Backstage at Andreas Kronthaler for Vivienne Westwood autumn/winter 2026, Swedish makeup artist Daniel Sällström channelled Romy Schneider through a warped Westwood lens, balancing silvered lids, matte smoke and blurred lips with the house’s signature irreverence
At Andreas Kronthaler for Vivienne Westwood autumn/winter 2026, glamour came with a scribble in the margin. The collection, which drew on Austrian screen legend Romy Schneider, Italian costume designer Danilo Donati and a thread of erotic underwear, was pure Westwood in that sense: theatrical, sensual and a little unruly.
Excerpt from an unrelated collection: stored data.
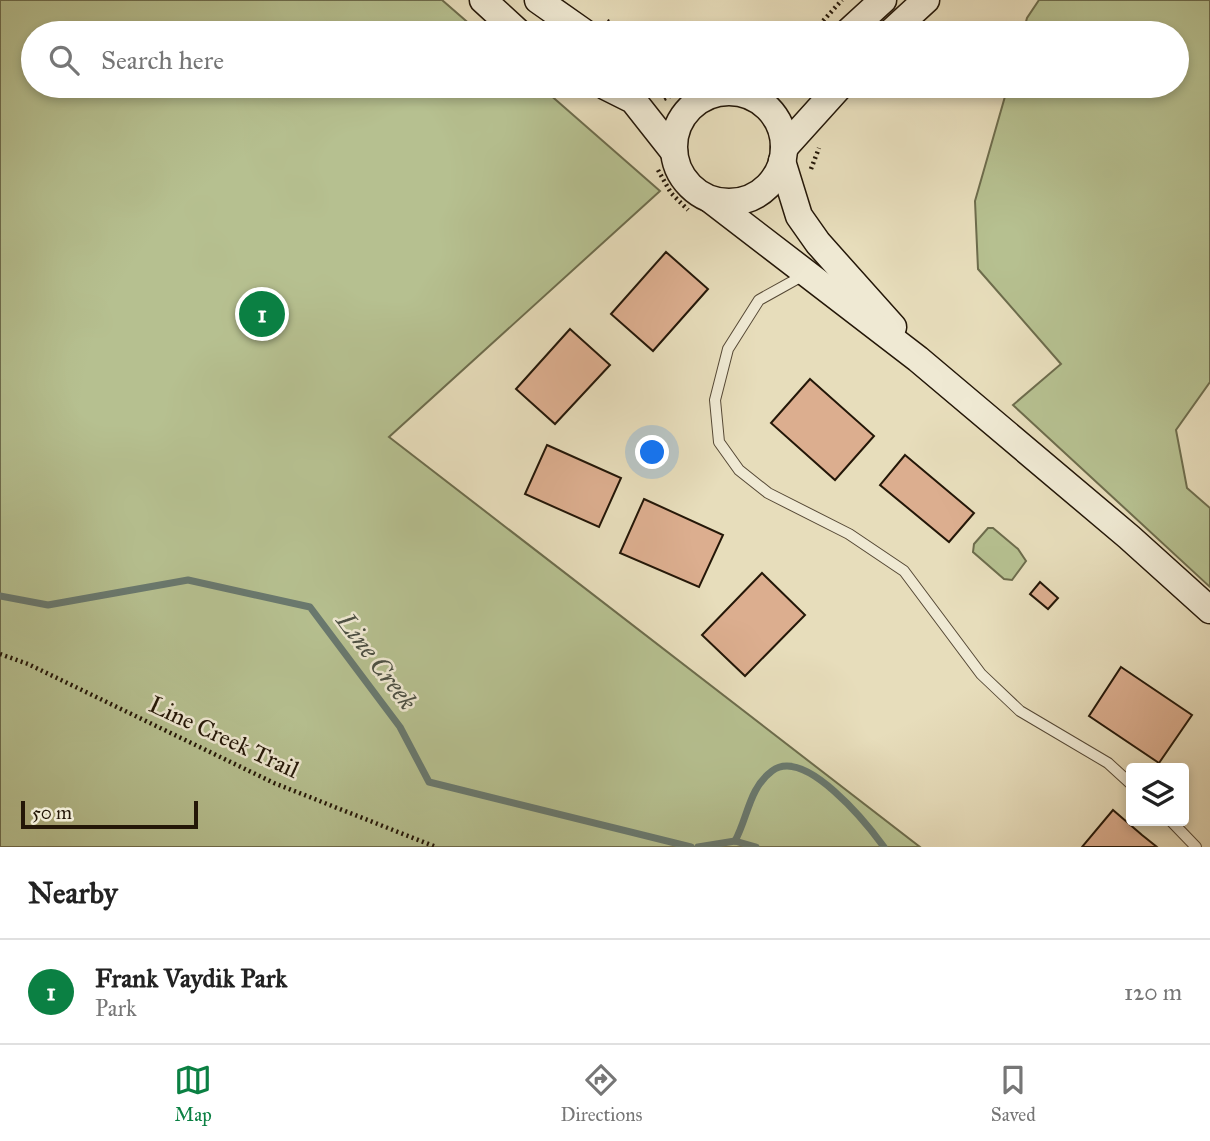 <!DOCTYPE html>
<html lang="en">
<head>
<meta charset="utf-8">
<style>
	:root { --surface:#fff; --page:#f6f6f6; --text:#222; --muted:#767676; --line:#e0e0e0; --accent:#0b8043 }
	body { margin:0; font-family:"IM FELL Great Primer",serif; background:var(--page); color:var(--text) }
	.controls { position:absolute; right:21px; bottom:21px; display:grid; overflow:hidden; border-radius:7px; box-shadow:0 4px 10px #0003 }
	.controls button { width:63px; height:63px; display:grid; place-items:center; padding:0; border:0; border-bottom:2px solid var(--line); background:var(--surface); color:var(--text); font:35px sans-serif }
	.scale { position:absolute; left:21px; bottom:18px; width:177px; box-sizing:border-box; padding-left:7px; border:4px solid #241708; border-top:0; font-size:19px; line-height:24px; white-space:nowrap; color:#241708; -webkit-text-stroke:5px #efe9d3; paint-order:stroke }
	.you { position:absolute; left:653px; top:453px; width:24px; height:24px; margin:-18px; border:5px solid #fff; border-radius:50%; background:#1a73e8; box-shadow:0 0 0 10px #1a73e833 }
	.badge { display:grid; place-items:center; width:46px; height:46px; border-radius:50%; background:var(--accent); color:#fff; font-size:23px; font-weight:700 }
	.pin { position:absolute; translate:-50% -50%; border:4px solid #fff; box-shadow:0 2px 7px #0006 }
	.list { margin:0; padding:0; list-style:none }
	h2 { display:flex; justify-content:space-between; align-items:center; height:91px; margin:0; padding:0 28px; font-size:30px }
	h2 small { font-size:23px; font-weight:400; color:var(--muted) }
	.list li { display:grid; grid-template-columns:46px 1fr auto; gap:21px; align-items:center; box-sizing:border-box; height:105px; padding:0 28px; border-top:2px solid var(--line) }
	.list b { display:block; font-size:26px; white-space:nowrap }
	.list p { margin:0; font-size:23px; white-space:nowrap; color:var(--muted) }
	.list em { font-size:23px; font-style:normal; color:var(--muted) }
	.icon { flex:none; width:38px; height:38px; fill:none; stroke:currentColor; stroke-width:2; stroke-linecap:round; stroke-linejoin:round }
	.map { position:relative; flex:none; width:1210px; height:847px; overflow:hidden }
	.search { position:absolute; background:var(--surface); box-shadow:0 4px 10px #0003; left:21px; right:21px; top:21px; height:77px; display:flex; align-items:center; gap:18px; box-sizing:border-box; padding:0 24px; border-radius:38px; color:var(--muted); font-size:26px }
	.sheet { height:196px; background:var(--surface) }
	nav { display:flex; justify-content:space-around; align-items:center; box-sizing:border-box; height:98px; border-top:2px solid var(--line); background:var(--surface); font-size:19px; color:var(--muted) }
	nav a { display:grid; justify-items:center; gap:4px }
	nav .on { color:var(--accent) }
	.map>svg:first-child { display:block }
	.green { fill:#b6c090; stroke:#6d6c4c; stroke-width:2 }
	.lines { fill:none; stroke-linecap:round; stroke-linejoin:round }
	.stream { stroke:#69796f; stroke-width:7 }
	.building { fill:#dcae8f; stroke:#241708; stroke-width:2 }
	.service-casing { stroke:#554835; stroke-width:12 }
	.secondary-casing { stroke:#241708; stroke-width:29 }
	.path { stroke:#241708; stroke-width:4.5; stroke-dasharray:2 3.5; stroke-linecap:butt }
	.service { stroke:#efe9d3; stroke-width:10 }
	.secondary { stroke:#efe9d3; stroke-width:26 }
	.labels { text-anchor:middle; stroke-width:5; stroke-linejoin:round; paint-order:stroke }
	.street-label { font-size:24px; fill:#241708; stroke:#efe9d3 }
	.water-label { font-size:26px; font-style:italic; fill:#4c5044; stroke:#efe9d3 }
</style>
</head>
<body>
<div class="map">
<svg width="1210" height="847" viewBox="0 0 1210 847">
	<rect width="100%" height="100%" fill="#e7ddbb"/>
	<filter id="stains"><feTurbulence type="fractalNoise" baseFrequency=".00286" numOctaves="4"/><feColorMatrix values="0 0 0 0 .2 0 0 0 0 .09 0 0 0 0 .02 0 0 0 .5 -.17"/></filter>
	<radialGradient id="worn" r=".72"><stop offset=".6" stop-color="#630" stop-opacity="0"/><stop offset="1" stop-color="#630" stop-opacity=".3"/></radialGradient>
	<g class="green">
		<path d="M0,0H442L480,33H33V86H540L660,191L389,437L920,847H0Z"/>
		<path d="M1039,0H1210V382L1176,430L1187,488L1210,508V587L1013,405L1061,364L978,269L975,201L1008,86H1177V33H1023L1027,18Z"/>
		<path d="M988,528H993L1018,549L1026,561L1012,580L1004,579L973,552L974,544Z"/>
	</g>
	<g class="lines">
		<g class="stream">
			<path d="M0,596L48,605L188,580L310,607L400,727L429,782L691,847"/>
			<path d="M735,841C748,817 749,788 772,771C805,746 868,825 884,847"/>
			<path d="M698,847L735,841L756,847"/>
		</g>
	</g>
	<g class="building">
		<path d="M666,252L708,289L653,351L611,314Z"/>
		<path d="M570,329L610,365L555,424L516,389Z"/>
		<path d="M810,379L874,436L835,480L771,423Z"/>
		<path d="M547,445L621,478L599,527L525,494Z"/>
		<path d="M905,455L974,513L949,542L880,485Z"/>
		<path d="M644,499L723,535L699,587L620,553Z"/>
		<path d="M762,573L805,615L745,676L702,635Z"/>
		<path d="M1040,582L1058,598L1048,609L1030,594Z"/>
		<path d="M1121,667L1192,715L1159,763L1089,716Z"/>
		<path d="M1113,810L1142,835L1157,847H1082Z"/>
	</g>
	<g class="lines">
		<g class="service-casing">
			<g id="service">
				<path d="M804,275L759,300L728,349L715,400L719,442L739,470L768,493L849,534L904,571L981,674L1020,711L1108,763L1131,784"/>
				<path d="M1171,821L1196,847"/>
			</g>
		</g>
		<g class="secondary-casing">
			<g id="secondary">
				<path d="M483,0L519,33"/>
				<path d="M538,0L585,33"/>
				<path d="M847,33L883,0"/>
				<path d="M890,33L926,0"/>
				<path d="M605,86L633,100L674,152"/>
				<circle cx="729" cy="147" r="55"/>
				<path d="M784,148L840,86"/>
				<path d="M782,161L799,216L818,243L893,327"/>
				<path d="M711,200L918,359L1129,537L1210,610"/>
			</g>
		</g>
		<g class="path">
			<path d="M607,21L627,33"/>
			<path d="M812,33L842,0"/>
			<path d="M664,99L674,94"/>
			<path d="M811,169L819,148"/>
			<path d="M658,170L671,193L688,210"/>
			<path d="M0,654L28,664L274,783L436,847"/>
		</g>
		<use href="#service" class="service"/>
		<use href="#secondary" class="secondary"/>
	</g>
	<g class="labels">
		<g class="street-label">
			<text transform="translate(224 737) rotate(25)" y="8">Line Creek Trail</text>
		</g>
		<g class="water-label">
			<text transform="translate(377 661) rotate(53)" y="9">Line Creek</text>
		</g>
	</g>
	<rect width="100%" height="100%" filter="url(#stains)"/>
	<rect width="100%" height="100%" fill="url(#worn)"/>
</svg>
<div class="controls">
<button><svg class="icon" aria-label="layers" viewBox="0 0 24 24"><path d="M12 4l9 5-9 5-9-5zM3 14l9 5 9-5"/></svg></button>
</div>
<div class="scale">50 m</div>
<div class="you"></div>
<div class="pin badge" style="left:262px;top:314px">1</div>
<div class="search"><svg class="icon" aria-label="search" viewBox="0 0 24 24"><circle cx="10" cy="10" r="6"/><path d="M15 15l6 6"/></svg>Search here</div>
</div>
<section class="sheet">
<h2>Nearby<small></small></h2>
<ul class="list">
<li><span class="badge">1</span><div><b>Frank Vaydik Park</b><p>Park</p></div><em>120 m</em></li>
</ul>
</section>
<nav>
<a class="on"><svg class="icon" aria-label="map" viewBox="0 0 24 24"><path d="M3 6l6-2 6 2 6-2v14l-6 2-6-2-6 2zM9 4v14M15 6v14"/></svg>Map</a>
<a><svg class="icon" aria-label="directions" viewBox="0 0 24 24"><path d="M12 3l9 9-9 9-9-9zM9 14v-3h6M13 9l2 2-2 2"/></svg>Directions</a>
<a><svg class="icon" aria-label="saved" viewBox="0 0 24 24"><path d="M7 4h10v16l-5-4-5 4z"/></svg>Saved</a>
</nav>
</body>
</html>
On beauty duty was Swedish makeup artist Daniel Sällström, who translated that tension into a lineup of eyes and lips that ran the gamut from polished to pleasingly pulled apart.
Advertisement
“The main inspiration from Andreas and Sabina was the glamour of Romy Schneider,” says Sällström. “As soon as we started testing these looks they quickly evolved into a Westwoodified version of her.” That “Westwoodified” instinct was the key. Rather than treating glamour as something pristine, Sällström gave it a looser hand. Silver and gold lids caught the light with almost metallic force, while elsewhere matte smoky eyes felt sketchier, sexier and more lived-in. Smudged cherry lips, flashes of glitter and the odd deliberately imperfect edge kept the looks from becoming too reverent. The result had the ease of something half-undone, which is to say exactly right for a house that has never had much patience for overworked prettiness.